Recuerdo que, al empezar el viaje, mi apreciación sobre la ética y la idiosincrasia familiar, aunque disparatada, me era reconfortante... Hoy, no tiene incidencia en mí. Por experiencia sé que si alguien se burla de tu dignidad, es insano acomplejarse y no defenderse: ¿será de valientes retar a los infames y desfogar tempestad por la piel cuando suceda? A pesar de que me lo he repetido constantemente, la cobardía me ha echado de menos, y hace no mucho me solicitó una tregua.

Su inquisidora mirada nos manifiesta que somos dos pervertidos y despreciables humanos, que encomiendan su vida al arma de fuego que oscila en su trémula mano izquierda. Después, una risa maliciosa se auto invoca de sus temibles fauces, mientras aprieta el gatillo.

Cuando dispara el primer tiro, los nervios finalmente emergen, y las fisuras de mi corazón se multiplican: constituye una arcaica advertencia de que él no está jugando, y que me matará como lo había prometido tiempo atrás.

Es incierto mi destino… el de los tres. Y con el ardor que flamea en el costado de mi pantorrilla, claramente es más arduo liberar los pensamientos.

¿Y si no lo salvo?

¿Habrá perdón?

¿Habrá olvido?

¿Me castigará la culpa?

Los recuerdos, ¿me castigarán en cada amanecer?

Si bien es cierto que le prometí que jamás lo abandonaría, hoy estoy seguro que no podré cumplir con mi promesa. En este momento su vida corre peligro, y es mi culpa, otra vez. No tengo dudas. Él lo sabe muy bien, quizá por eso no ha dejado de mirarme con escepticismo.

El asesino, sin embargo, aún sigue de pie al otro lado de la playa, sosteniendo y apuntándonos con descaro su arma; sabe que debe rescatarlo de mis manos, de mi carne y desunirlo de mi alma. Es una inventiva de su absurdo pensamiento, que nuestro amor lastimosamente no ha podido destruir.
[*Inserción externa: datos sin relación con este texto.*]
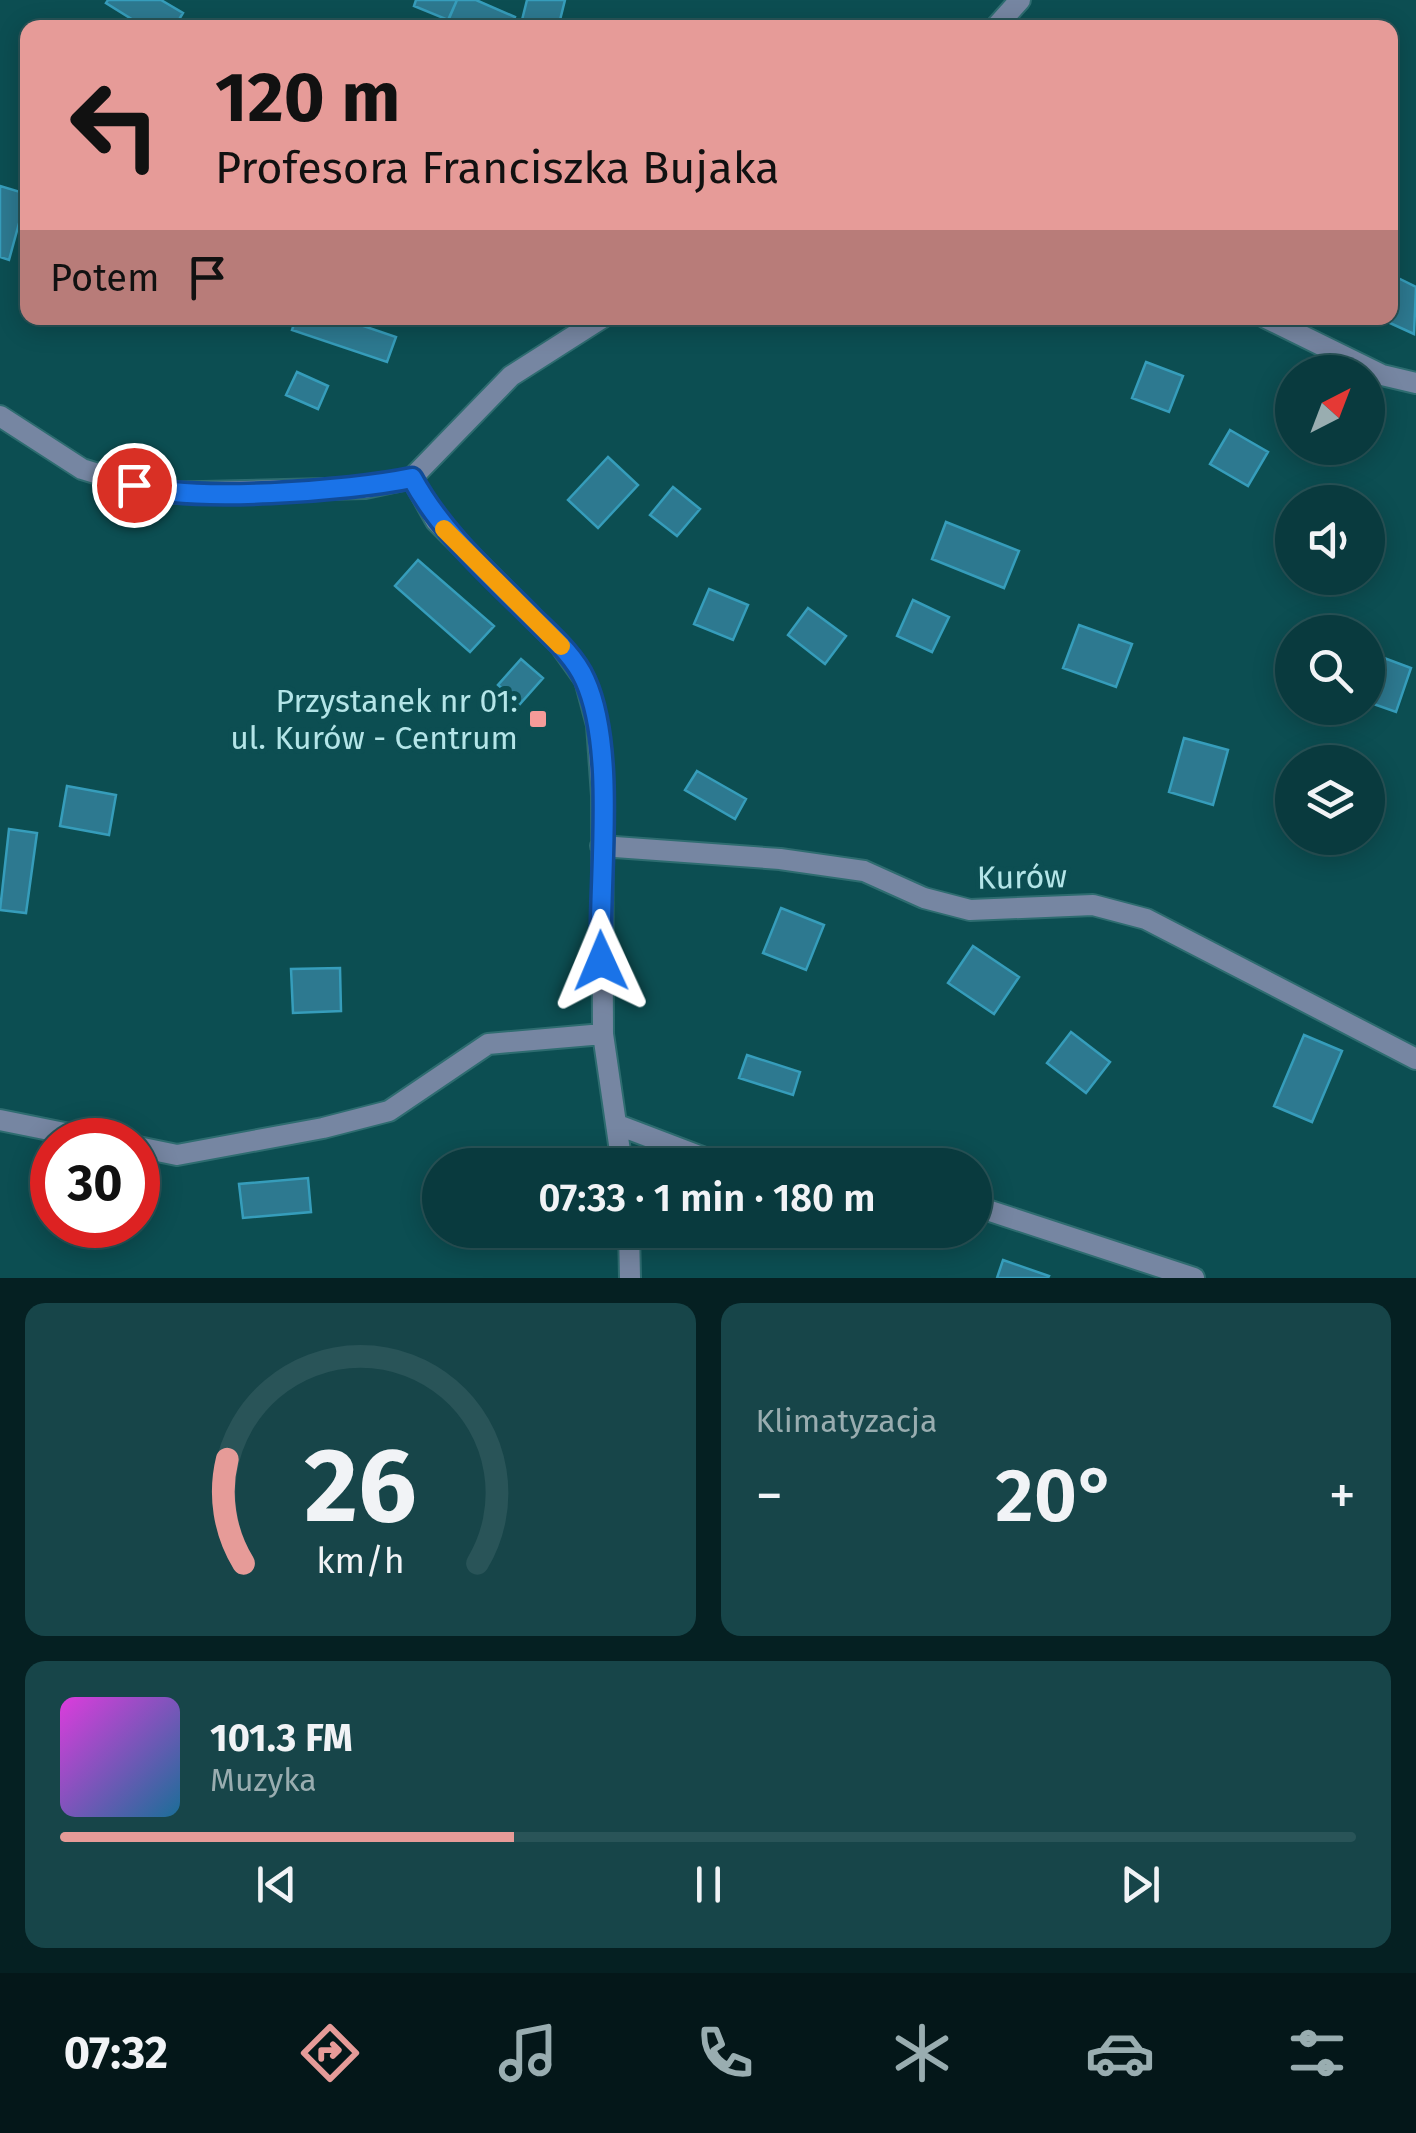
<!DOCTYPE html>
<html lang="pl">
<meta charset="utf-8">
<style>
body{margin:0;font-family:"Fira Sans",sans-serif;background:#174549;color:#f1f3f6;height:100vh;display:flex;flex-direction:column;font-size:38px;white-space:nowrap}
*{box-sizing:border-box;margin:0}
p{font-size:32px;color:#99adb0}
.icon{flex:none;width:55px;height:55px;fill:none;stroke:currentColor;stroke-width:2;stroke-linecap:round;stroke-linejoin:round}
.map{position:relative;height:1278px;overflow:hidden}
.details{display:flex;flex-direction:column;gap:25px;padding:25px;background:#052022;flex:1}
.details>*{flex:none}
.top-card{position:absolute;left:20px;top:20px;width:1378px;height:305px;border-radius:20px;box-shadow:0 5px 25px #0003,0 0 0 2px #295458;background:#e69b98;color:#111;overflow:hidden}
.needle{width:65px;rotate:42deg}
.buttons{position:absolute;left:1275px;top:355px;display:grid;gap:20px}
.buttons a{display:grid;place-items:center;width:110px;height:110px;border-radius:50%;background:#093a3e;box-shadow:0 5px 25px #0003,0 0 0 2px #295458;font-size:50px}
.speed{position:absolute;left:30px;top:1118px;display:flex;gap:20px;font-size:50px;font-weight:700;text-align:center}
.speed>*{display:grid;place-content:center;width:130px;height:130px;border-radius:50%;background:#093a3e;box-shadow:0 5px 25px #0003,0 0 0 2px #295458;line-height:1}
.speed .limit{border:15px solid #d22;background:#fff;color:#111}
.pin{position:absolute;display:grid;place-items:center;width:85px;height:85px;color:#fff;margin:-42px;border:5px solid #fff;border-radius:50%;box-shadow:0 2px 10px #0007}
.me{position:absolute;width:110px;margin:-55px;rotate:359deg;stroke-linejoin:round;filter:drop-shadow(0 0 8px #0008)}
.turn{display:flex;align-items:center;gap:35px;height:210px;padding:0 30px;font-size:45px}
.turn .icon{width:130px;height:130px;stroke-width:2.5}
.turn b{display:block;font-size:70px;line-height:85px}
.then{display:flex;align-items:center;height:95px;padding:0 30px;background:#0003;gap:20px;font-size:38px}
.big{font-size:75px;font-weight:600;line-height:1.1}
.details .widget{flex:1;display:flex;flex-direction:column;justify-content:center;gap:15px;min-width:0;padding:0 35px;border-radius:20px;background:#174549}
.details .dial{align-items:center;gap:0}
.dial svg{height:260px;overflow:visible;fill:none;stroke:#295458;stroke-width:7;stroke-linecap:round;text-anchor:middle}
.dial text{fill:#f1f3f6;stroke:none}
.song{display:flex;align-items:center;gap:30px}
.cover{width:120px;height:120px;border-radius:15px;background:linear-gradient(135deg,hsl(300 70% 55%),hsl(200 70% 35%))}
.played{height:10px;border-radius:5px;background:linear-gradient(90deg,#e69b98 35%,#295458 35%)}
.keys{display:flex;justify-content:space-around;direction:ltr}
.heat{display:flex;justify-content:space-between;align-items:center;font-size:55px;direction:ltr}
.details .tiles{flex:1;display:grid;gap:25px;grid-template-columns:1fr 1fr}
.widget:last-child{grid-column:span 2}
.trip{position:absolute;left:422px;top:1148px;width:570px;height:100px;border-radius:50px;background:#093a3e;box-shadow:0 5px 25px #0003,0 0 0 2px #295458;font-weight:600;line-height:100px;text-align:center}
.dock{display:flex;height:160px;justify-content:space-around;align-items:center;background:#041719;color:#99adb0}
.dock .icon{width:70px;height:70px}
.dock .active{color:#e69b98}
.dock b{font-size:45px;color:#f1f3f6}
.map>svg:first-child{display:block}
</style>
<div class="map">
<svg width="1416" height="1278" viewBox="0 0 1416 1278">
<rect width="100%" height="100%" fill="#0c4e52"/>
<path fill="#2d7990" stroke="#369dbb" stroke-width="2.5" d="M 108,0 L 161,0 L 183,13 L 174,28 L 146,28 L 106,3 Z
M 416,0 L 457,0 L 448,20 L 414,6 Z
M 457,0 L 476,0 L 515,17 L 511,28 L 445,28 Z
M 527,0 L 565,0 L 558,28 L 520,28 Z
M 0,186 L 27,194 L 9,260 L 0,257 Z
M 1392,275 L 1416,287 L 1414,334 L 1379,318 L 1390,318 Z
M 296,318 L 340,318 L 396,337 L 387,362 L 292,330 Z
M 1146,362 L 1183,376 L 1169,412 L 1132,398 Z
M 297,372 L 328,386 L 318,409 L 286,395 Z
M 1230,430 L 1268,452 L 1248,486 L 1210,464 Z
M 608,457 L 638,485 L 598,528 L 568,500 Z
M 673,487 L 700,509 L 677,536 L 650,515 Z
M 946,522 L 1019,551 L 1004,588 L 932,559 Z
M 418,560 L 494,626 L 470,652 L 395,586 Z
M 709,589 L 748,605 L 733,640 L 694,624 Z
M 913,600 L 949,617 L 932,652 L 897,636 Z
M 808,608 L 846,636 L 825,664 L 788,635 Z
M 1079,625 L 1132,644 L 1116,687 L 1063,668 Z
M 1368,652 L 1411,668 L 1396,712 L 1368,702 Z
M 521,659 L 543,678 L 520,704 L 498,685 Z
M 1184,738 L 1228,750 L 1213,805 L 1169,792 Z
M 697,771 L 746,799 L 735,819 L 685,790 Z
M 67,786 L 116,795 L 109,835 L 60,826 Z
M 9,829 L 37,833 L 26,913 L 0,910 Z
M 781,908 L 824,925 L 806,970 L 763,953 Z
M 973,946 L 1019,977 L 994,1014 L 948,983 Z
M 340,968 L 341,1011 L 293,1013 L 291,969 Z
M 1071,1032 L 1110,1062 L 1086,1093 L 1047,1063 Z
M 1304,1035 L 1342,1051 L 1312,1122 L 1274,1106 Z
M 747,1055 L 800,1072 L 793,1095 L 739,1078 Z
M 308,1178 L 311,1212 L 243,1218 L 239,1184 Z
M 1003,1260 L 1049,1276 L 1048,1278 L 997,1278 Z"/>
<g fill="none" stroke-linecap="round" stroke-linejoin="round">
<defs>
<path id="minor" d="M 1266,318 L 1382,375 L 1416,383
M 412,478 L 436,521 L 560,645 L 585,680 L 597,725 L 602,796 L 603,1034 L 622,1165
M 601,846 L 780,859 L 864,871 L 924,898 L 970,910 L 1093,905 L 1146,919 L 1416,1059
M 0,1120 L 99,1140
M 618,1125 L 723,1165
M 138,1147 L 177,1155 L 323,1128 L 389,1111 L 488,1044 L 603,1034
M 975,1206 L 1194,1278
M 629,1230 L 630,1278"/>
<path id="tertiary" d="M 995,28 L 1020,0
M 0,416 L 82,469 L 160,493 L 365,488 L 412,478 L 511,376 L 602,318"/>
</defs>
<use href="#minor" stroke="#2e6c70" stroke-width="24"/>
<use href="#tertiary" stroke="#2e6c70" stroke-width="24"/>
<use href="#minor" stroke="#7686a2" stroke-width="20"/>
<use href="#tertiary" stroke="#7686a2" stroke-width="20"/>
</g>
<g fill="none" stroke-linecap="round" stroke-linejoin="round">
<defs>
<path id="route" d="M 134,485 C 192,503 349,491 412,478 C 442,533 487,572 531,616 C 550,635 574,655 585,680 C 617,750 598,883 601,961"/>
</defs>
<use href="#route" stroke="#114b97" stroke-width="25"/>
<use href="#route" stroke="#1a73e8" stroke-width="18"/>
<path stroke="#f59e0b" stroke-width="18" d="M 444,529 L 561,646"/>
</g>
<rect fill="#f59b99" stroke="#0c4e52" stroke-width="4" x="528" y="709" width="20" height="20" rx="5"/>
<g text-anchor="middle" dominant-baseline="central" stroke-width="10" stroke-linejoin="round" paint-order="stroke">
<g font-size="32" fill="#b4e5e8" stroke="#0c4e52" text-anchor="end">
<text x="518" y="701">Przystanek nr 01:<tspan x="518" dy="37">ul. Kurów - Centrum</tspan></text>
</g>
<g font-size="32" fill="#b4e5e8" stroke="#0c4e52">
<text transform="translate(1022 877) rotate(-1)">Kurów</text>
</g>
</g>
</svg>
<div class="buttons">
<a><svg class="needle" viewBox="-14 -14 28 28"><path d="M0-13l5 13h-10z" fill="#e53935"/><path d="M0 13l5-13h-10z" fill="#99adb0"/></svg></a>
<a><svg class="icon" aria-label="sound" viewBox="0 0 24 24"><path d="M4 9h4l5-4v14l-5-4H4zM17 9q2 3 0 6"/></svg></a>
<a><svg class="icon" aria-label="search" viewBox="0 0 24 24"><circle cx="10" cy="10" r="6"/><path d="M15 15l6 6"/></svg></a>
<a><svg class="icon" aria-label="layers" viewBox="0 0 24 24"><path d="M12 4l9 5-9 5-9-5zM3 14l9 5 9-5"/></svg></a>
</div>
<div class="speed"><div class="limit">30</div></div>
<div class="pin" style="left:134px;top:485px;background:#d93025"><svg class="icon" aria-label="arrive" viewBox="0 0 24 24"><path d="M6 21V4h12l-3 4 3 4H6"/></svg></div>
<svg class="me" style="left:601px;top:961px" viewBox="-20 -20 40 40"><path d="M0-17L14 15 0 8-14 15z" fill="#1a73e8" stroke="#fff" stroke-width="4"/></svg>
<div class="trip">07:33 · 1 min · 180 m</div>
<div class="top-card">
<div class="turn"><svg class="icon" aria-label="left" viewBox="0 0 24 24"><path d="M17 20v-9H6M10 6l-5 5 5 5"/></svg><div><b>120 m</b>Profesora Franciszka Bujaka</div></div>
<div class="then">Potem<svg class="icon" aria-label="arrive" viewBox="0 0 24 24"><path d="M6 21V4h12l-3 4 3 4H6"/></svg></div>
</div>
</div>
<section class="details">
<div class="tiles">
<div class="widget dial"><svg viewBox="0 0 100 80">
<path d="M14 69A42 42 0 1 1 86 69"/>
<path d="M14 69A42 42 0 0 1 9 37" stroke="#e69b98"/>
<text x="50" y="56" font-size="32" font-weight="700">26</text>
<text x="50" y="72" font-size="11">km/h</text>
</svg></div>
<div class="widget"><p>Klimatyzacja</p>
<div class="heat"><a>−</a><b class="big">20°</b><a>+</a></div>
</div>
<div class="widget">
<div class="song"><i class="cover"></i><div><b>101.3 FM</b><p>Muzyka</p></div></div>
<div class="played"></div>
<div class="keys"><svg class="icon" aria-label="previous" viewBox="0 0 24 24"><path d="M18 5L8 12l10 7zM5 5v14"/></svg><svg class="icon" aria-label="pause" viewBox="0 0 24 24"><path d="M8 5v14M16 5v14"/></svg><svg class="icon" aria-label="next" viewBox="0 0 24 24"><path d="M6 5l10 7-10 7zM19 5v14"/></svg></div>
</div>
</div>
</section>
<nav class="dock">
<b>07:32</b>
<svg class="icon active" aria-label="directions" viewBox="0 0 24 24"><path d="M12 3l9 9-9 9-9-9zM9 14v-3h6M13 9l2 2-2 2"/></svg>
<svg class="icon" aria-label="music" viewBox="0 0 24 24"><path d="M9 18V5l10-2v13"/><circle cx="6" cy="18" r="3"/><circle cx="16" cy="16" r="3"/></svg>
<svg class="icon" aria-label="phone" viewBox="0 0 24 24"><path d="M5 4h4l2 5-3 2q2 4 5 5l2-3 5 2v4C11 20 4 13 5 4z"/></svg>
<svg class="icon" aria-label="climate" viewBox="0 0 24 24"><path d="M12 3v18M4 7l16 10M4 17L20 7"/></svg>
<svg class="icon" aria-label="car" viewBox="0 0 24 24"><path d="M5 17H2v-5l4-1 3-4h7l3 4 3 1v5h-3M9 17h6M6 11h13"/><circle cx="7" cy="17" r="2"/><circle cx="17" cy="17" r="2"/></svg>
<svg class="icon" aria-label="filters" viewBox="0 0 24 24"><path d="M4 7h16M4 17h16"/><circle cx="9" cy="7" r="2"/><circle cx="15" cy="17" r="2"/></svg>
</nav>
Una nueva bala asesta en el pico de la roca que está debajo de la palmera. Nuevamente y por alguna razón el oleaje se paraliza. Le coloco su sombrero favorito no sin antes sacudir la arena de la copa. Él sabe que lo amo demasiado… Ambos lo saben.

Decidido, tomo un enorme respiro, aplaco los nervios y me entrego a su afrenta. Hago el mayor esfuerzo para borrar todo el dolor que me aqueja, y que en mi rostro se puede denotar. Así pues, cojeando, me apresuro a apartarlo, puesto que se acomodó delante de mí; pero con entereza él despliega el más cálido de sus abrazos, lo que involucra que mi corazón peticione concordia. Cuando cierro los ojos, los disparos atinan en mi corazón.